Yes, we’re expected to be successful go-getters but now we’re expected to be so much more. Societal pressures make it almost cowardly, selfish, and myopic to simply make enough money to live on your own, work for a few decades, and then retire.
You have to eat organic to stop Masanto. You have to be a vegan to stop Masanto. You have to avoid GMOs to stop Masanto. You have to avoid Coke and Pepsi and fast food places of every kind or else your cash is subsidizing (or super-sizing) the obesity epidemic. You have to exercise at least three days a week or else you’re a disgusting pig. You have to use a standing desk or else you’re a decadent, lazy piece of shit. You have to eschew mainstream clothing brands because they use sweatshop labor.

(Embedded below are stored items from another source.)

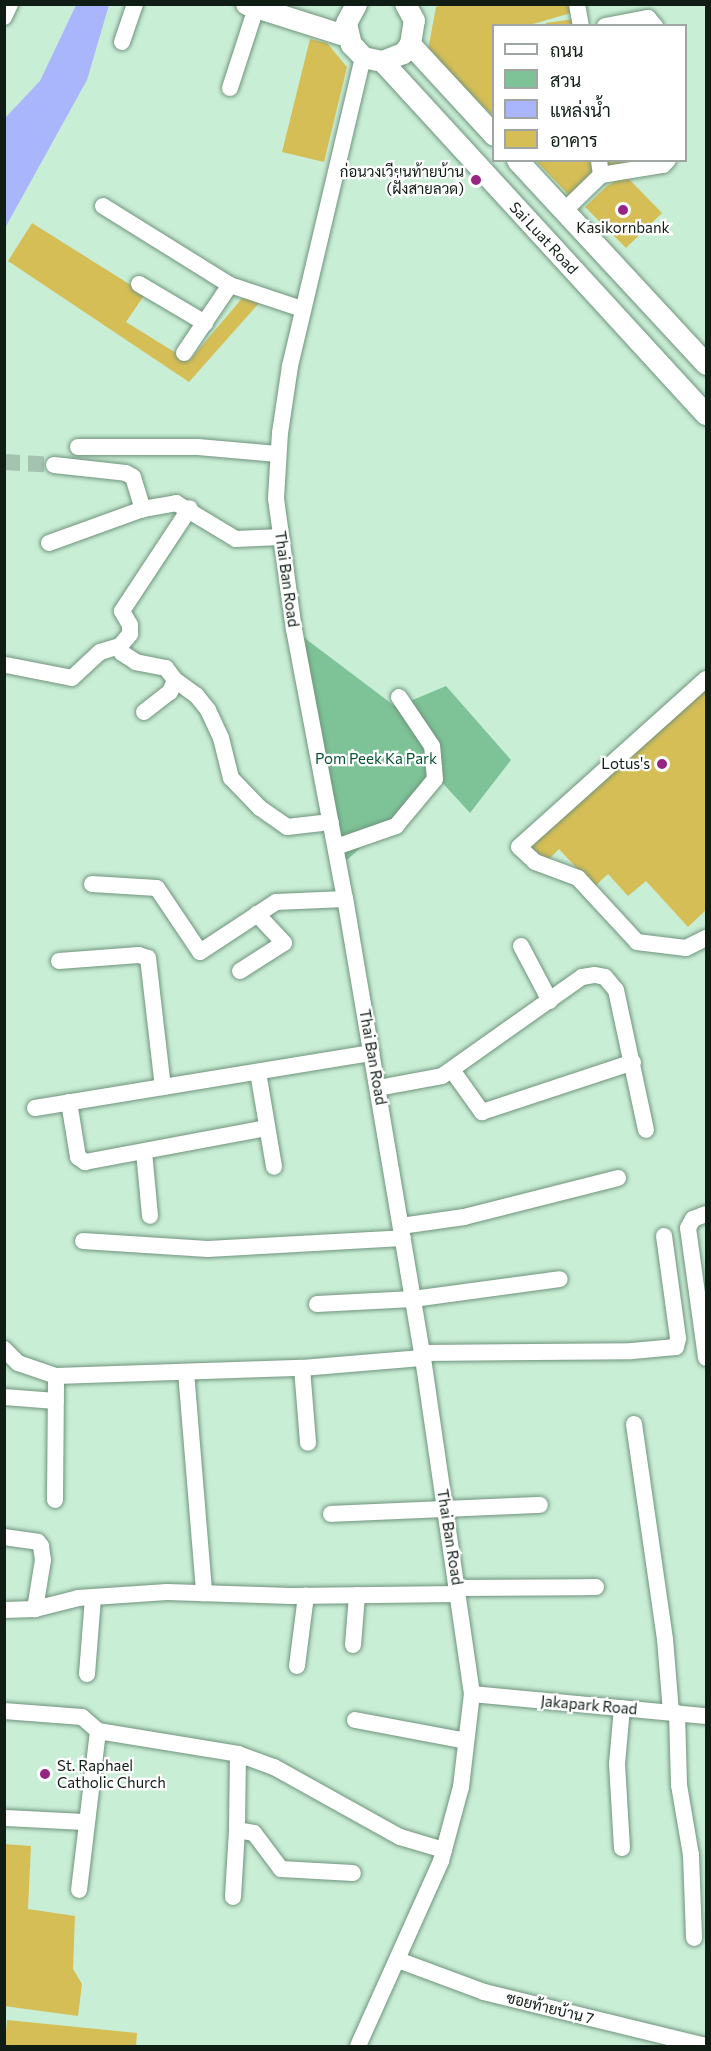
<!DOCTYPE html>
<meta charset="utf-8">
<style>
body{margin:0}
#map{position:relative;width:711px;height:2051px;overflow:hidden;background:#c9eed6;font-family:Commissioner,Sarabun,sans-serif}
div>[style]{position:absolute}
[style*='--x']{left:calc(var(--x)*1px);top:calc(var(--y)*1px);width:calc(var(--w)*1px);rotate:calc(var(--a)*1deg)}
.green>*{inset:0;background:#7ec398}
.water>*{inset:0;background:#aab6fc}
.building>*{inset:0;background:#d6be57}
.minor-tunnel>*{height:16px;margin-top:-8px;transform-origin:0;background:repeating-linear-gradient(90deg,#a4c4af 0 16px,transparent 0 24px)}
.roads{filter:drop-shadow(0 0 2px #70937c) drop-shadow(0 0 2px #70937c)}
.minor>*{height:16px;margin:-8px;padding:0 8px;transform-origin:8px;border-radius:8px;background:#fff}
.major>*{height:21px;margin:-10.5px;padding:0 10.5px;transform-origin:10.5px;border-radius:10.5px;background:#fff}
.dots>*{width:16px;height:16px;translate:-50% -50%;box-sizing:border-box;border:3px solid #fff;border-radius:50%}
span{translate:-50% -50%;white-space:nowrap;text-align:center;line-height:1.15;-webkit-text-stroke:4.5px #fff;paint-order:stroke}
.poi-label{font-size:15px;color:#101d15}
.right{translate:-100% -50%;text-align:right}
.left{translate:0 -50%;text-align:left}
.street-label{font-size:15px;color:#101d15}
.park-label{font-size:15px;color:#055531}
.frame{position:absolute;inset:0;border:6px solid #101d15;pointer-events:none}
.legend{position:absolute;left:492px;top:24px;width:195px;height:138px;box-sizing:border-box;background:#fff;border:2px solid #9fa5a1;margin:0;padding:8px 10px;list-style:none;font-size:18px;color:#101d15}
.legend li{display:flex;align-items:center;gap:12px;height:30px}
.legend b{width:30px;border:2px solid #9fa5a1}
</style>
<div id="map">
<div class="green">
<div style="clip-path:polygon(294px 630px,396px 707px,446px 686px,511px 760px,470px 813px,438px 778px,339px 867px)"></div>
</div>
<div class="water">
<div style="clip-path:polygon(76px 5px,109px 5px,87px 80px,5px 228px,5px 118px,40px 81px)"></div>
</div>
<div class="building">
<div style="clip-path:polygon(444px 4px,569px 4px,571px 13px,526px 26px,494px 26px,494px 117px,428px 50px,436px 7px)"></div>
<div style="clip-path:polygon(574px 19px,575px 26px,546px 26px,546px 23px)"></div>
<div style="clip-path:polygon(310px 39px,327px 43px,347px 67px,324px 162px,282px 152px)"></div>
<div style="clip-path:polygon(535px 160px,595px 160px,597px 173px,571px 197px)"></div>
<div style="clip-path:polygon(606px 160px,637px 160px,637px 162px,606px 166px)"></div>
<div style="clip-path:polygon(626px 176px,662px 213px,626px 248px,585px 207px,607px 186px)"></div>
<div style="clip-path:polygon(32px 223px,145px 294px,126px 322px,189px 361px,244px 296px,259px 303px,189px 382px,8px 261px)"></div>
<div style="clip-path:polygon(706px 683px,706px 910px,688px 927px,646px 881px,628px 896px,608px 874px,594px 887px,559px 849px,545px 863px,528px 844px)"></div>
<div style="clip-path:polygon(4px 1844px,31px 1846px,28px 1909px,75px 1916px,73px 1969px,82px 1984px,78px 2016px,4px 2006px)"></div>
<div style="clip-path:polygon(7px 2020px,137px 2033px,136px 2046px,5px 2046px)"></div>
</div>
<div class="minor-tunnel">
<div style="--x:4;--y:462;--w:50;--a:3.4"></div>
</div>
<div class="roads">
<div class="minor">
<div style="--x:577;--y:4;--w:22;--a:80"></div>
<div style="--x:4;--y:17;--w:14;--a:-65"></div>
<div style="--x:605;--y:26;--w:44;--a:-10.5"></div>
<div style="--x:648;--y:18;--w:11;--a:49"></div>
<div style="--x:122;--y:42;--w:40;--a:-71.1"></div>
<div style="--x:230;--y:88;--w:84;--a:-72"></div>
<div style="--x:601;--y:175;--w:63;--a:-9.2"></div>
<div style="--x:663;--y:165;--w:7;--a:-45"></div>
<div style="--x:103;--y:206;--w:150;--a:31.9"></div>
<div style="--x:230;--y:285;--w:76;--a:18.4"></div>
<div style="--x:564;--y:211;--w:52;--a:-44.2"></div>
<div style="--x:601;--y:175;--w:15;--a:-98"></div>
<div style="--x:139;--y:284;--w:77;--a:30.6"></div>
<div style="--x:184;--y:353;--w:82;--a:-55.9"></div>
<div style="--x:78;--y:447;--w:120;--a:0"></div>
<div style="--x:198;--y:447;--w:80;--a:5"></div>
<div style="--x:54;--y:465;--w:72;--a:6.3"></div>
<div style="--x:126;--y:473;--w:8;--a:30"></div>
<div style="--x:133;--y:477;--w:34;--a:73"></div>
<div style="--x:49;--y:543;--w:100;--a:-19.9"></div>
<div style="--x:143;--y:509;--w:34;--a:-10"></div>
<div style="--x:176;--y:503;--w:70;--a:31"></div>
<div style="--x:236;--y:539;--w:45;--a:-2.5"></div>
<div style="--x:6;--y:665;--w:67;--a:11.1"></div>
<div style="--x:72;--y:678;--w:38;--a:-43"></div>
<div style="--x:100;--y:652;--w:21;--a:-17"></div>
<div style="--x:706;--y:679;--w:251;--a:138.1"></div>
<div style="--x:519;--y:847;--w:22;--a:43"></div>
<div style="--x:535;--y:862;--w:46;--a:20.4"></div>
<div style="--x:578;--y:878;--w:87;--a:47.3"></div>
<div style="--x:637;--y:942;--w:49;--a:7"></div>
<div style="--x:686;--y:948;--w:22;--a:-27"></div>
<div style="--x:175;--y:680;--w:26;--a:36"></div>
<div style="--x:196;--y:695;--w:19;--a:51"></div>
<div style="--x:208;--y:710;--w:31;--a:65"></div>
<div style="--x:221;--y:738;--w:41;--a:76"></div>
<div style="--x:231;--y:778;--w:42;--a:46"></div>
<div style="--x:260;--y:808;--w:33;--a:35"></div>
<div style="--x:287;--y:827;--w:44;--a:-6.5"></div>
<div style="--x:144;--y:712;--w:33;--a:-38"></div>
<div style="--x:170;--y:692;--w:13;--a:-67"></div>
<div style="--x:175;--y:680;--w:15;--a:-127"></div>
<div style="--x:166;--y:668;--w:31;--a:-169"></div>
<div style="--x:136;--y:662;--w:17;--a:-147"></div>
<div style="--x:122;--y:653;--w:7;--a:-106"></div>
<div style="--x:120;--y:646;--w:16;--a:-50"></div>
<div style="--x:130;--y:634;--w:9;--a:-90"></div>
<div style="--x:130;--y:625;--w:16;--a:-120"></div>
<div style="--x:122;--y:611;--w:123;--a:-56.6"></div>
<div style="--x:336;--y:847;--w:64;--a:-19.3"></div>
<div style="--x:396;--y:826;--w:61;--a:-50.3"></div>
<div style="--x:435;--y:779;--w:33;--a:-95"></div>
<div style="--x:432;--y:746;--w:59;--a:-124"></div>
<div style="--x:92;--y:884;--w:65;--a:3.5"></div>
<div style="--x:157;--y:888;--w:77;--a:56.1"></div>
<div style="--x:200;--y:952;--w:91;--a:-33.3"></div>
<div style="--x:276;--y:902;--w:69;--a:-2.5"></div>
<div style="--x:521;--y:946;--w:62;--a:62.2"></div>
<div style="--x:59;--y:961;--w:80;--a:-4.3"></div>
<div style="--x:139;--y:955;--w:9;--a:18"></div>
<div style="--x:148;--y:958;--w:130;--a:83.4"></div>
<div style="--x:240;--y:971;--w:52;--a:-32.5"></div>
<div style="--x:284;--y:943;--w:40;--a:-133"></div>
<div style="--x:452;--y:1070;--w:52;--a:54.5"></div>
<div style="--x:482;--y:1112;--w:159;--a:-18.3"></div>
<div style="--x:258;--y:1072;--w:96;--a:80.4"></div>
<div style="--x:378;--y:1088;--w:65;--a:-10.6"></div>
<div style="--x:442;--y:1076;--w:171;--a:-35.3"></div>
<div style="--x:582;--y:977;--w:13;--a:-9"></div>
<div style="--x:595;--y:975;--w:10;--a:11"></div>
<div style="--x:605;--y:977;--w:17;--a:50"></div>
<div style="--x:616;--y:990;--w:143;--a:77.9"></div>
<div style="--x:69;--y:1102;--w:56;--a:80.7"></div>
<div style="--x:78;--y:1157;--w:9;--a:36"></div>
<div style="--x:85;--y:1162;--w:184;--a:-10.6"></div>
<div style="--x:35;--y:1108;--w:341;--a:-9.3"></div>
<div style="--x:144;--y:1152;--w:64;--a:84.6"></div>
<div style="--x:706;--y:1214;--w:14;--a:159"></div>
<div style="--x:693;--y:1219;--w:10;--a:119"></div>
<div style="--x:688;--y:1228;--w:131;--a:82.1"></div>
<div style="--x:401;--y:1226;--w:64;--a:-8.1"></div>
<div style="--x:464;--y:1217;--w:159;--a:-14.2"></div>
<div style="--x:83;--y:1241;--w:125;--a:3.7"></div>
<div style="--x:208;--y:1249;--w:195;--a:-3.2"></div>
<div style="--x:317;--y:1304;--w:96;--a:-3"></div>
<div style="--x:413;--y:1299;--w:148;--a:-7.7"></div>
<div style="--x:4;--y:1349;--w:20;--a:45"></div>
<div style="--x:18;--y:1363;--w:40;--a:18.9"></div>
<div style="--x:56;--y:1376;--w:246;--a:-1.9"></div>
<div style="--x:302;--y:1368;--w:120;--a:-4.8"></div>
<div style="--x:422;--y:1353;--w:210;--a:-0.5"></div>
<div style="--x:632;--y:1351;--w:44;--a:-5.2"></div>
<div style="--x:676;--y:1347;--w:9;--a:-77"></div>
<div style="--x:678;--y:1338;--w:103;--a:-97.8"></div>
<div style="--x:302;--y:1368;--w:75;--a:85.4"></div>
<div style="--x:186;--y:1372;--w:222;--a:85.3"></div>
<div style="--x:4;--y:1397;--w:52;--a:4.4"></div>
<div style="--x:634;--y:1424;--w:217;--a:81.8"></div>
<div style="--x:665;--y:1639;--w:73;--a:85.3"></div>
<div style="--x:55;--y:1500;--w:124;--a:-89.5"></div>
<div style="--x:331;--y:1514;--w:209;--a:-2.5"></div>
<div style="--x:4;--y:1537;--w:34;--a:8"></div>
<div style="--x:38;--y:1542;--w:5;--a:53"></div>
<div style="--x:41;--y:1546;--w:14;--a:82"></div>
<div style="--x:43;--y:1560;--w:50;--a:99.3"></div>
<div style="--x:458;--y:1588;--w:138;--a:-0.4"></div>
<div style="--x:4;--y:1610;--w:31;--a:-2"></div>
<div style="--x:35;--y:1609;--w:44;--a:-14.3"></div>
<div style="--x:78;--y:1598;--w:89;--a:-3.9"></div>
<div style="--x:167;--y:1592;--w:124;--a:1.8"></div>
<div style="--x:291;--y:1596;--w:167;--a:-0.7"></div>
<div style="--x:353;--y:1645;--w:50;--a:-85.4"></div>
<div style="--x:297;--y:1666;--w:71;--a:-82.7"></div>
<div style="--x:87;--y:1674;--w:77;--a:-85.5"></div>
<div style="--x:472;--y:1694;--w:235;--a:5.4"></div>
<div style="--x:4;--y:1711;--w:78;--a:4.4"></div>
<div style="--x:82;--y:1717;--w:21;--a:41"></div>
<div style="--x:98;--y:1731;--w:160;--a:96.8"></div>
<div style="--x:677;--y:1713;--w:72;--a:88.4"></div>
<div style="--x:679;--y:1785;--w:71;--a:80.3"></div>
<div style="--x:691;--y:1855;--w:83;--a:87.9"></div>
<div style="--x:355;--y:1720;--w:113;--a:10.7"></div>
<div style="--x:98;--y:1731;--w:142;--a:9.3"></div>
<div style="--x:238;--y:1754;--w:38;--a:20"></div>
<div style="--x:274;--y:1767;--w:144;--a:29.1"></div>
<div style="--x:400;--y:1837;--w:46;--a:16.5"></div>
<div style="--x:238;--y:1754;--w:76;--a:90.8"></div>
<div style="--x:237;--y:1830;--w:17;--a:10"></div>
<div style="--x:254;--y:1833;--w:45;--a:53.1"></div>
<div style="--x:281;--y:1869;--w:72;--a:3.2"></div>
<div style="--x:4;--y:1818;--w:82;--a:2.8"></div>
<div style="--x:622;--y:1848;--w:84;--a:-93.4"></div>
<div style="--x:617;--y:1764;--w:56;--a:-84.9"></div>
<div style="--x:233;--y:1897;--w:67;--a:-86.6"></div>
<div style="--x:398;--y:1960;--w:92;--a:20.4"></div>
<div style="--x:484;--y:1992;--w:228;--a:13.7"></div>
<div style="--x:358;--y:2046;--w:203;--a:-65.8"></div>
<div style="--x:441;--y:1861;--w:77;--a:-74.9"></div>
<div style="--x:461;--y:1787;--w:94;--a:-83.3"></div>
<div style="--x:472;--y:1694;--w:345;--a:-98.3"></div>
<div style="--x:422;--y:1353;--w:460;--a:-99.6"></div>
<div style="--x:345;--y:899;--w:274;--a:-100.7"></div>
<div style="--x:294;--y:630;--w:133;--a:-97.8"></div>
<div style="--x:276;--y:498;--w:65;--a:-86.5"></div>
<div style="--x:280;--y:433;--w:68;--a:-81.5"></div>
<div style="--x:290;--y:366;--w:318;--a:-76.7"></div>
</div>
<div class="major">
<div style="--x:246;--y:4;--w:106;--a:17.6"></div>
<div style="--x:356;--y:4;--w:21;--a:118"></div>
<div style="--x:346;--y:23;--w:22;--a:77"></div>
<div style="--x:351;--y:44;--w:18;--a:47"></div>
<div style="--x:363;--y:57;--w:19;--a:12"></div>
<div style="--x:382;--y:61;--w:22;--a:-21"></div>
<div style="--x:403;--y:53;--w:11;--a:-52"></div>
<div style="--x:410;--y:44;--w:24;--a:-81"></div>
<div style="--x:414;--y:20;--w:18;--a:-119"></div>
<div style="--x:410;--y:44;--w:124;--a:47.3"></div>
<div style="--x:382;--y:61;--w:479;--a:47.5"></div>
<div style="--x:517;--y:160;--w:278;--a:47.2"></div>
</div>
</div>
<div class="dots">
<div style="left:476px;top:180px;background:#972583"></div>
<div style="left:623px;top:210px;background:#972583"></div>
<div style="left:662px;top:764px;background:#972583"></div>
<div style="left:45px;top:1774px;background:#972583"></div>
</div>
<div class="poi-label">
<span class="right" style="left:464px;top:180px">ก่อนวงเวียนท้ายบ้าน<br>(ฝั่งสายลวด)</span>
<span style="left:623px;top:228px">Kasikornbank</span>
<span class="right" style="left:650px;top:764px">Lotus's</span>
<span class="left" style="left:57px;top:1774px">St. Raphael<br>Catholic Church</span>
</div>
<div class="street-label">
<span style="left:544px;top:238px;rotate:47deg">Sai Luat Road</span>
<span style="left:287px;top:579px;rotate:82deg">Thai Ban Road</span>
<span style="left:373px;top:1057px;rotate:80deg">Thai Ban Road</span>
<span style="left:450px;top:1537px;rotate:81deg">Thai Ban Road</span>
<span style="left:589px;top:1705px;rotate:5deg">Jakapark Road</span>
<span style="left:550px;top:2008px;rotate:14deg">ซอยท้ายบ้าน 7</span>
</div>
<div class="park-label">
<span style="left:376px;top:759px">Pom Peek Ka Park</span>
</div>
<div class="frame"></div>
<ul class="legend">
<li><b style="height:8px;background:#fff"></b>ถนน</li>
<li><b style="height:16px;background:#7ec398"></b>สวน</li>
<li><b style="height:16px;background:#aab6fc"></b>แหล่งน้ำ</li>
<li><b style="height:16px;background:#d6be57"></b>อาคาร</li>
</ul>
</div>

You have to shop at “mom and pop” stores to starve chain locations and stop gentrification in its tracks. You have to stop using Facebook because they’re tracking you. You have to stop using Google and Gmail because they’re tracking you. You have to put your phone away because it’s bad to be “connected” all the time. You have to forgo having children because of overpopulation. The list of things that you’re “supposed” to do as a socially conscious twentysomething goes on, and on, and on.
Have. Fucking. Mercy.
This isn’t meant to come off as a complaint. Advocates of the above positions certainly have their points. Sitting back and watching things crumble is awful and if it’s in your power to do something positive, you should. Either you want to help the world, or you don’t.
However, conflicts arise when one is expected to do so many different things.
To quote Jaime Lannister in season two of Game of Thrones:
So many vows. They make you swear and swear. Defend the King, obey the King, obey your father, protect the innocent, defend the weak. But what if your father despises the King? What if the King massacres the innocent? It’s too much. No matter what you do, you’re forsaking one vow or another.
Just so, a person that reads about the world, science and current events and wants to help the Earth has such perils.
What if GMOs enable poor people in other countries to eat rather than die of starvation? What if not shopping at the chain store puts the people there out of work? What if not using Gmail hinders your professional life? What if abandoning Facebook causes you to lose touch with friends long-gone?
The zeitgeist is pushing and pulling our generation in so many different directions that we’re struggling to keep up—and that’s not even including the job hunt, interning, working, and other job-related woes.
There’s no easy answer to this conundrum, for few people have the time, money, willpower, and knowledge to be an advocate for all good causes all the time. Every person in the world has vices. If your only one is that you eat or drink something with high fructose corn syrup, you must be a pretty good person—but maybe do something to make up for it. Spread the word about Penny 4 NASA and the benefits of space exploration. Take a bike for short trips instead of using your car. Something. Anything.
We don’t all have to be supermen; we’re imperfect. But don’t use that as an excuse to be complacent.